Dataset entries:
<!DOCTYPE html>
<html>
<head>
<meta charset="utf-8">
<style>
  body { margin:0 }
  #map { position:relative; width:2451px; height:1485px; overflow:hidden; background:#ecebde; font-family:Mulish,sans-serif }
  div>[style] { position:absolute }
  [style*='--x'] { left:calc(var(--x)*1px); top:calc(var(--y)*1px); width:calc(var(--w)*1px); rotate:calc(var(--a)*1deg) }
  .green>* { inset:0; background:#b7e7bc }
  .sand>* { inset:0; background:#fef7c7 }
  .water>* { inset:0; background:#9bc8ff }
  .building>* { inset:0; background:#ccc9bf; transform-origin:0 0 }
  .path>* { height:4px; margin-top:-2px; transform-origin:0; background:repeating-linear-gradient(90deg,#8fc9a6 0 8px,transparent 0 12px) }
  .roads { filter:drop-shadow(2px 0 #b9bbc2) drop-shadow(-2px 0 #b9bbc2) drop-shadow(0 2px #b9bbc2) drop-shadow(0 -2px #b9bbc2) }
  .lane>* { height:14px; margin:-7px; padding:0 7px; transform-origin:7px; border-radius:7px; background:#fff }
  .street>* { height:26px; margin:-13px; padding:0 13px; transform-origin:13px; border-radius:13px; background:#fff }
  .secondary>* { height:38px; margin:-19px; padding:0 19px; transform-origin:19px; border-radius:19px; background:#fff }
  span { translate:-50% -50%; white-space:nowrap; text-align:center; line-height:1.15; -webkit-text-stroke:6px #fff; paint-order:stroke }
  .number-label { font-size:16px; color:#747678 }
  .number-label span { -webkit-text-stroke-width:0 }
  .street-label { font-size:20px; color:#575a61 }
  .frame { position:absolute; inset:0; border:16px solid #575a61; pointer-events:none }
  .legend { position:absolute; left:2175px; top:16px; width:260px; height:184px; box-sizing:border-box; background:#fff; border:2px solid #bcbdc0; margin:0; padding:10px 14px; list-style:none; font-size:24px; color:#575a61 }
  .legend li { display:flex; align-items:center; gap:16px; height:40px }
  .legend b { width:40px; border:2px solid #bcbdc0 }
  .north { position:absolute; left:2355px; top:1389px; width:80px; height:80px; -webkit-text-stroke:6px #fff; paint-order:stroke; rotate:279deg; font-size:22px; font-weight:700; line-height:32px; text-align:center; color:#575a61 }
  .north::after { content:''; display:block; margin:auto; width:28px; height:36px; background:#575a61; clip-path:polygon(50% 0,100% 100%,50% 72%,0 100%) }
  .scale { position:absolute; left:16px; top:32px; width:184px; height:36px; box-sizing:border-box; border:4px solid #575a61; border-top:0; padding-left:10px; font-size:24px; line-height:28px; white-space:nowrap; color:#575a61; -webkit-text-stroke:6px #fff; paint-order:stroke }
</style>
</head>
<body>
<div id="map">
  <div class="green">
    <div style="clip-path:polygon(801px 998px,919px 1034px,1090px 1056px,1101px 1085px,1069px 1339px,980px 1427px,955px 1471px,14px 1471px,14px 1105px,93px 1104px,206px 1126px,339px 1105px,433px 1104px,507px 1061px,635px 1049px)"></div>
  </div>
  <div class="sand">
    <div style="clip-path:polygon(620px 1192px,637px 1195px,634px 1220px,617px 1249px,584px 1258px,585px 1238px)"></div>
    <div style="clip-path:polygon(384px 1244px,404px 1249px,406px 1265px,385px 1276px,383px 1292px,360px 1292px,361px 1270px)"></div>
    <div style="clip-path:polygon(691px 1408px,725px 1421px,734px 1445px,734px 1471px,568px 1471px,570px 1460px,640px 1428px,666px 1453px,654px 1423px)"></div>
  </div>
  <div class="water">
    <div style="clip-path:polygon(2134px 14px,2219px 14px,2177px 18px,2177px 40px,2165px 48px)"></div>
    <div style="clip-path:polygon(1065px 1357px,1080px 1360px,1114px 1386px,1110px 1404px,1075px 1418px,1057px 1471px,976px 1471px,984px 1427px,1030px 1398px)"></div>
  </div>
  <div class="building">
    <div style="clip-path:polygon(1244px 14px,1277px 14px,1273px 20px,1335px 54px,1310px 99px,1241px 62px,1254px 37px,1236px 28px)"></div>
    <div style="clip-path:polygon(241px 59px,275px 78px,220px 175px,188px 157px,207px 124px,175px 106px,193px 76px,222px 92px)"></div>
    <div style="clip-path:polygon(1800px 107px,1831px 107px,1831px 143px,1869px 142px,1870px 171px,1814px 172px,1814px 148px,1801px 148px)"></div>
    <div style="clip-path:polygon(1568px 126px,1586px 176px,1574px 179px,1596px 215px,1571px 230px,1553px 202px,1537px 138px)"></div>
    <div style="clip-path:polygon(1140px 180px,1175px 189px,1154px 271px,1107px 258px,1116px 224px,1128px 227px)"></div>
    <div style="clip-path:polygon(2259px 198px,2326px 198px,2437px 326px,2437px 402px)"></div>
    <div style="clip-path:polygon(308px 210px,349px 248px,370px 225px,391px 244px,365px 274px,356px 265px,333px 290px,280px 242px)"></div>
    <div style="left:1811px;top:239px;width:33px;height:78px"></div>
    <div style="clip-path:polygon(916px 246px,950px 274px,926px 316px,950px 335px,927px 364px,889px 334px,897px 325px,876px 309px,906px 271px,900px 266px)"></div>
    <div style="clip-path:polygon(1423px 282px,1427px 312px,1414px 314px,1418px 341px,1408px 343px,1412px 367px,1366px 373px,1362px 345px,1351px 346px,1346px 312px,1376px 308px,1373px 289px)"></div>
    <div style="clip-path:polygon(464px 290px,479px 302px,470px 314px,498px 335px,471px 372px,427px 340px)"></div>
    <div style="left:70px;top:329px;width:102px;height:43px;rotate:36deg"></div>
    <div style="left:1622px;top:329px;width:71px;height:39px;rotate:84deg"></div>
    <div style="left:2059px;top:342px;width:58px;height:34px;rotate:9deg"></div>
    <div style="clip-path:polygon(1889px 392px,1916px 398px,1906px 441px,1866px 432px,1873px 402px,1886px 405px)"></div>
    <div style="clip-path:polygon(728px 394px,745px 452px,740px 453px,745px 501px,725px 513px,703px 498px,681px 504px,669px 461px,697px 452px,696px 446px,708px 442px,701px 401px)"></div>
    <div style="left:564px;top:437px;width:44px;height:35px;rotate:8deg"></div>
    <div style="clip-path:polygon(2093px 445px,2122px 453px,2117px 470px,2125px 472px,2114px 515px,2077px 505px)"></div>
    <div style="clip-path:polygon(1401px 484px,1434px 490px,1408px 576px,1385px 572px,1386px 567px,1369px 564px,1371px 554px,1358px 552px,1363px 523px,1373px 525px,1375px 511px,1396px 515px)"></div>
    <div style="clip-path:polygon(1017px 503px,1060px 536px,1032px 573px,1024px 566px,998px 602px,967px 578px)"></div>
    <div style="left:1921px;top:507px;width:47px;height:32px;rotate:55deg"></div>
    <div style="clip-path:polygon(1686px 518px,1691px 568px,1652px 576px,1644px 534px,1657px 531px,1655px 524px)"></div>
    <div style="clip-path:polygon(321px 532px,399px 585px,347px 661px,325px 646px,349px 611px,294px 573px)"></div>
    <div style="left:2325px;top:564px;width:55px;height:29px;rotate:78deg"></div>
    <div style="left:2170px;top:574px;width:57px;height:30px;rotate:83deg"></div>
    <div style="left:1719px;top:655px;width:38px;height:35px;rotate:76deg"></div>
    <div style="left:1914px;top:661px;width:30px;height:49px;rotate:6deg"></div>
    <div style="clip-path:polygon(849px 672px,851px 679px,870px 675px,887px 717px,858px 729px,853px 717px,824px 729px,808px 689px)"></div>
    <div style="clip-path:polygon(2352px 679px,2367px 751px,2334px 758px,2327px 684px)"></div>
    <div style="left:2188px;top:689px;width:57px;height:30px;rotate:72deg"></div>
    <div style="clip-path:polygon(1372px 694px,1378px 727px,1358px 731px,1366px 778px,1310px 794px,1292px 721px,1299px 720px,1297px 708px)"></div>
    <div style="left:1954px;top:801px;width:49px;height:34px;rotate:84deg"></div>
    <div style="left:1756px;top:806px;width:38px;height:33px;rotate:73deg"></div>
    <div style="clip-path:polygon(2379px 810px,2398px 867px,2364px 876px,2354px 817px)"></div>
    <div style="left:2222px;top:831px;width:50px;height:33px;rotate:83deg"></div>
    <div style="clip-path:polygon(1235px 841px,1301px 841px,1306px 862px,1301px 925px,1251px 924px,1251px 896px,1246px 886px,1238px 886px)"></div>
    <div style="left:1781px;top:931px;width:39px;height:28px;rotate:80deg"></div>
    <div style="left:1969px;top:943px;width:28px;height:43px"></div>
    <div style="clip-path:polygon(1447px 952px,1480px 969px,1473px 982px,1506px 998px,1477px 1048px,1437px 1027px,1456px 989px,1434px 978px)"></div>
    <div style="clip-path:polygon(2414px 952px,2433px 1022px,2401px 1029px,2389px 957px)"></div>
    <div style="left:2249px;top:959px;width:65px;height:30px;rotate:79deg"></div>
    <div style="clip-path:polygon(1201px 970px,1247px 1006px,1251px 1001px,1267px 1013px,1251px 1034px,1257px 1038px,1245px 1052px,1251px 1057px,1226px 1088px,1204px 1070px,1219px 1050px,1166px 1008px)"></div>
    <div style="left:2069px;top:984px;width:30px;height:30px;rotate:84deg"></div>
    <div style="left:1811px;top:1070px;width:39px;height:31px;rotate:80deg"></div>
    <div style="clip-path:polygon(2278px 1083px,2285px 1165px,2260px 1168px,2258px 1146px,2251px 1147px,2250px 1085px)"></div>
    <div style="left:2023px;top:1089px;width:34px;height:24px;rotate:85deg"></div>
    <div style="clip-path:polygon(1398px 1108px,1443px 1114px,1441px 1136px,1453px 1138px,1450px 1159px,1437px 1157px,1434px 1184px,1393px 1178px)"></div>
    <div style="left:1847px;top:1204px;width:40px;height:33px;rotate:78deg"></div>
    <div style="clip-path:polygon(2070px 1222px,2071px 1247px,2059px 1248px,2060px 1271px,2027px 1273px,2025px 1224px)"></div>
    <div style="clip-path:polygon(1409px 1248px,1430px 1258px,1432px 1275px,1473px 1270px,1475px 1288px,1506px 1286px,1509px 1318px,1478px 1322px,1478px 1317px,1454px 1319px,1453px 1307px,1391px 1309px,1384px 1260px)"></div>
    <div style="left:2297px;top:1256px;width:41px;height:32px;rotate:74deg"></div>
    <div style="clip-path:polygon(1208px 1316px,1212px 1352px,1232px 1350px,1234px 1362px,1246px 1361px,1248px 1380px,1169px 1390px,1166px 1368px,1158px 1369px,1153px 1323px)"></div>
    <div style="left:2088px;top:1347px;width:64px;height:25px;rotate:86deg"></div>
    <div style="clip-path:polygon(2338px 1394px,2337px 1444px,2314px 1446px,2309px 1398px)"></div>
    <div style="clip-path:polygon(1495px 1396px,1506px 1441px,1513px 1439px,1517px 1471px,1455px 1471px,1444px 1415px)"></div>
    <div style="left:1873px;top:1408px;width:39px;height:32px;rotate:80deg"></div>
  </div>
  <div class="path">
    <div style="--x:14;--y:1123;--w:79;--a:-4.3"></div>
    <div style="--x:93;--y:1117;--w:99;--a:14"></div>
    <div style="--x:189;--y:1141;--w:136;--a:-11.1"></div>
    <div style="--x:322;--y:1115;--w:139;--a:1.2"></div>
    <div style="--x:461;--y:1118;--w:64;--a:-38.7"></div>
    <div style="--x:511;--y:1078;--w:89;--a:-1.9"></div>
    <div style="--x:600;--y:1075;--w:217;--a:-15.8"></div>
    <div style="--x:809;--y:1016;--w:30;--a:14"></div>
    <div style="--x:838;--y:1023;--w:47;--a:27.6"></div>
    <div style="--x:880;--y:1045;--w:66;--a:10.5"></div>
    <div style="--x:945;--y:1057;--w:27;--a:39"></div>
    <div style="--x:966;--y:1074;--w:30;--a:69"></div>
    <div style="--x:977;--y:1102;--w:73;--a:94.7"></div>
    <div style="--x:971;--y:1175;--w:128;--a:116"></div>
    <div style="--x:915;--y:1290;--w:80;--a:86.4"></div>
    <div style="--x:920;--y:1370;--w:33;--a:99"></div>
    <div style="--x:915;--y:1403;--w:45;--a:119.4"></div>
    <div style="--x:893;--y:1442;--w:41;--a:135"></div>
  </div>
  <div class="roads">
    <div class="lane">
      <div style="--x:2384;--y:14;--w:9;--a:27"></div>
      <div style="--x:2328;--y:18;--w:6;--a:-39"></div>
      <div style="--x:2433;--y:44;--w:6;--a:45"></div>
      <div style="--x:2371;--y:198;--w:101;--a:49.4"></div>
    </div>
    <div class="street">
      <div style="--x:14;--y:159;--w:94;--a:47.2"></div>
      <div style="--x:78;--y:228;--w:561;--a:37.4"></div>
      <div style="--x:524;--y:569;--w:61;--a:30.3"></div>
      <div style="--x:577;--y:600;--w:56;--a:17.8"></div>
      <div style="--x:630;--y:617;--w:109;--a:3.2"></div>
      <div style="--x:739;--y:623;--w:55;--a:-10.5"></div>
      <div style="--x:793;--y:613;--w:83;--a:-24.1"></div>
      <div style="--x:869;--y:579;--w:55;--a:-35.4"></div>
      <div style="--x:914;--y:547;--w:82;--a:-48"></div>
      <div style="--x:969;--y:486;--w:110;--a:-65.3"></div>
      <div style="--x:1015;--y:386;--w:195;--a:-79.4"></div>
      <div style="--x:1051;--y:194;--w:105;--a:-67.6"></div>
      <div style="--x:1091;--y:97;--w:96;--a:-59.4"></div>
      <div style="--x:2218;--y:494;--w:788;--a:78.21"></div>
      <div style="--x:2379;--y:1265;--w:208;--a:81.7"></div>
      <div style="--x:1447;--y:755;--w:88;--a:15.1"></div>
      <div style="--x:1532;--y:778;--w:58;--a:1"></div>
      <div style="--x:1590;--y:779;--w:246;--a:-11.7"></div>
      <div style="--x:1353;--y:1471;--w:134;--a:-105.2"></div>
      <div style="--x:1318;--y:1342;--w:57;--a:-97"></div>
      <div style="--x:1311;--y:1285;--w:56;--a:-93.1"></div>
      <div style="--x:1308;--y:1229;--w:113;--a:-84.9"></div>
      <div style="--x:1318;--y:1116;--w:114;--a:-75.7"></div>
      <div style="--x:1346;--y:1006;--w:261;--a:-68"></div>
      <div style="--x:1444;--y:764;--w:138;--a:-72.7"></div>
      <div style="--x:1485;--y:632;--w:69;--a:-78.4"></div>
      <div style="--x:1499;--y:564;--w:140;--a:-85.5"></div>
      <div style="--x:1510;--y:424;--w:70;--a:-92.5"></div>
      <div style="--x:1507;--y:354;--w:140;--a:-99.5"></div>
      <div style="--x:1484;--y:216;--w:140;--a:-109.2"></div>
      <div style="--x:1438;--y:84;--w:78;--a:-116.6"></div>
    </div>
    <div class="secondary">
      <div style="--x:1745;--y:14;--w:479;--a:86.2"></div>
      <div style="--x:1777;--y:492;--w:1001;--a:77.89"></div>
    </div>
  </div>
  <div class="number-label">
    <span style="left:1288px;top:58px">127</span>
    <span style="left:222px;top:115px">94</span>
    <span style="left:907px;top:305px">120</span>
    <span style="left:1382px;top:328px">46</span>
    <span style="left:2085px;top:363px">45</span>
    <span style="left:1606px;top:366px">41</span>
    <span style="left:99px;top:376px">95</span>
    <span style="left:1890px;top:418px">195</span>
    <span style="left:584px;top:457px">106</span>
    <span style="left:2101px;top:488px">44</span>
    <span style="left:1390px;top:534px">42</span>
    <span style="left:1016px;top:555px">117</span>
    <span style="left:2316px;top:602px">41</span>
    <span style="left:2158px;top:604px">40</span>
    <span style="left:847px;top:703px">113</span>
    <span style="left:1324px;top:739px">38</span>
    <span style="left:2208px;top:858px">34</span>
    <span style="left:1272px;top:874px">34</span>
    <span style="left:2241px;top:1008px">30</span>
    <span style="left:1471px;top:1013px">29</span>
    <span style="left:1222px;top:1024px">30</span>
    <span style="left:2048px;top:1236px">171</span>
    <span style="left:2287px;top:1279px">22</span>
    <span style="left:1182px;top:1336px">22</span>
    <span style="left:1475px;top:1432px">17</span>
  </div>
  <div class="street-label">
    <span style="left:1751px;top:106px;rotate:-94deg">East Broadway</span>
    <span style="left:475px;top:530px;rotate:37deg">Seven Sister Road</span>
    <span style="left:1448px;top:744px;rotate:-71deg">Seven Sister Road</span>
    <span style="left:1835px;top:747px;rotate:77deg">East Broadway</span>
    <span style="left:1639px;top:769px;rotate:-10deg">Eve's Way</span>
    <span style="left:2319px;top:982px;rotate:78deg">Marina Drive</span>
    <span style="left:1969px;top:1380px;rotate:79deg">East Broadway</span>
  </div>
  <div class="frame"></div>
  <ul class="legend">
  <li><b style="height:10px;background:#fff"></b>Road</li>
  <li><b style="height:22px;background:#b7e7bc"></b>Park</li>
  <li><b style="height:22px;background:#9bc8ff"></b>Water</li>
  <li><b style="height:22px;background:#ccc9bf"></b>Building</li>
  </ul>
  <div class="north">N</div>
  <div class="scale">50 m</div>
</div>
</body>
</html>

PROBLEM DETAILS:
Please copy only these lines, exactly: the first line of the records through the line containing "display:flex; align-items:center; gap:16px;", ends included.

OUTPUT OF THE EXERCISE:
<!DOCTYPE html>
<html>
<head>
<meta charset="utf-8">
<style>
  body { margin:0 }
  #map { position:relative; width:2451px; height:1485px; overflow:hidden; background:#ecebde; font-family:Mulish,sans-serif }
  div>[style] { position:absolute }
  [style*='--x'] { left:calc(var(--x)*1px); top:calc(var(--y)*1px); width:calc(var(--w)*1px); rotate:calc(var(--a)*1deg) }
  .green>* { inset:0; background:#b7e7bc }
  .sand>* { inset:0; background:#fef7c7 }
  .water>* { inset:0; background:#9bc8ff }
  .building>* { inset:0; background:#ccc9bf; transform-origin:0 0 }
  .path>* { height:4px; margin-top:-2px; transform-origin:0; background:repeating-linear-gradient(90deg,#8fc9a6 0 8px,transparent 0 12px) }
  .roads { filter:drop-shadow(2px 0 #b9bbc2) drop-shadow(-2px 0 #b9bbc2) drop-shadow(0 2px #b9bbc2) drop-shadow(0 -2px #b9bbc2) }
  .lane>* { height:14px; margin:-7px; padding:0 7px; transform-origin:7px; border-radius:7px; background:#fff }
  .street>* { height:26px; margin:-13px; padding:0 13px; transform-origin:13px; border-radius:13px; background:#fff }
  .secondary>* { height:38px; margin:-19px; padding:0 19px; transform-origin:19px; border-radius:19px; background:#fff }
  span { translate:-50% -50%; white-space:nowrap; text-align:center; line-height:1.15; -webkit-text-stroke:6px #fff; paint-order:stroke }
  .number-label { font-size:16px; color:#747678 }
  .number-label span { -webkit-text-stroke-width:0 }
  .street-label { font-size:20px; color:#575a61 }
  .frame { position:absolute; inset:0; border:16px solid #575a61; pointer-events:none }
  .legend { position:absolute; left:2175px; top:16px; width:260px; height:184px; box-sizing:border-box; background:#fff; border:2px solid #bcbdc0; margin:0; padding:10px 14px; list-style:none; font-size:24px; color:#575a61 }
  .legend li { display:flex; align-items:center; gap:16px; height:40px }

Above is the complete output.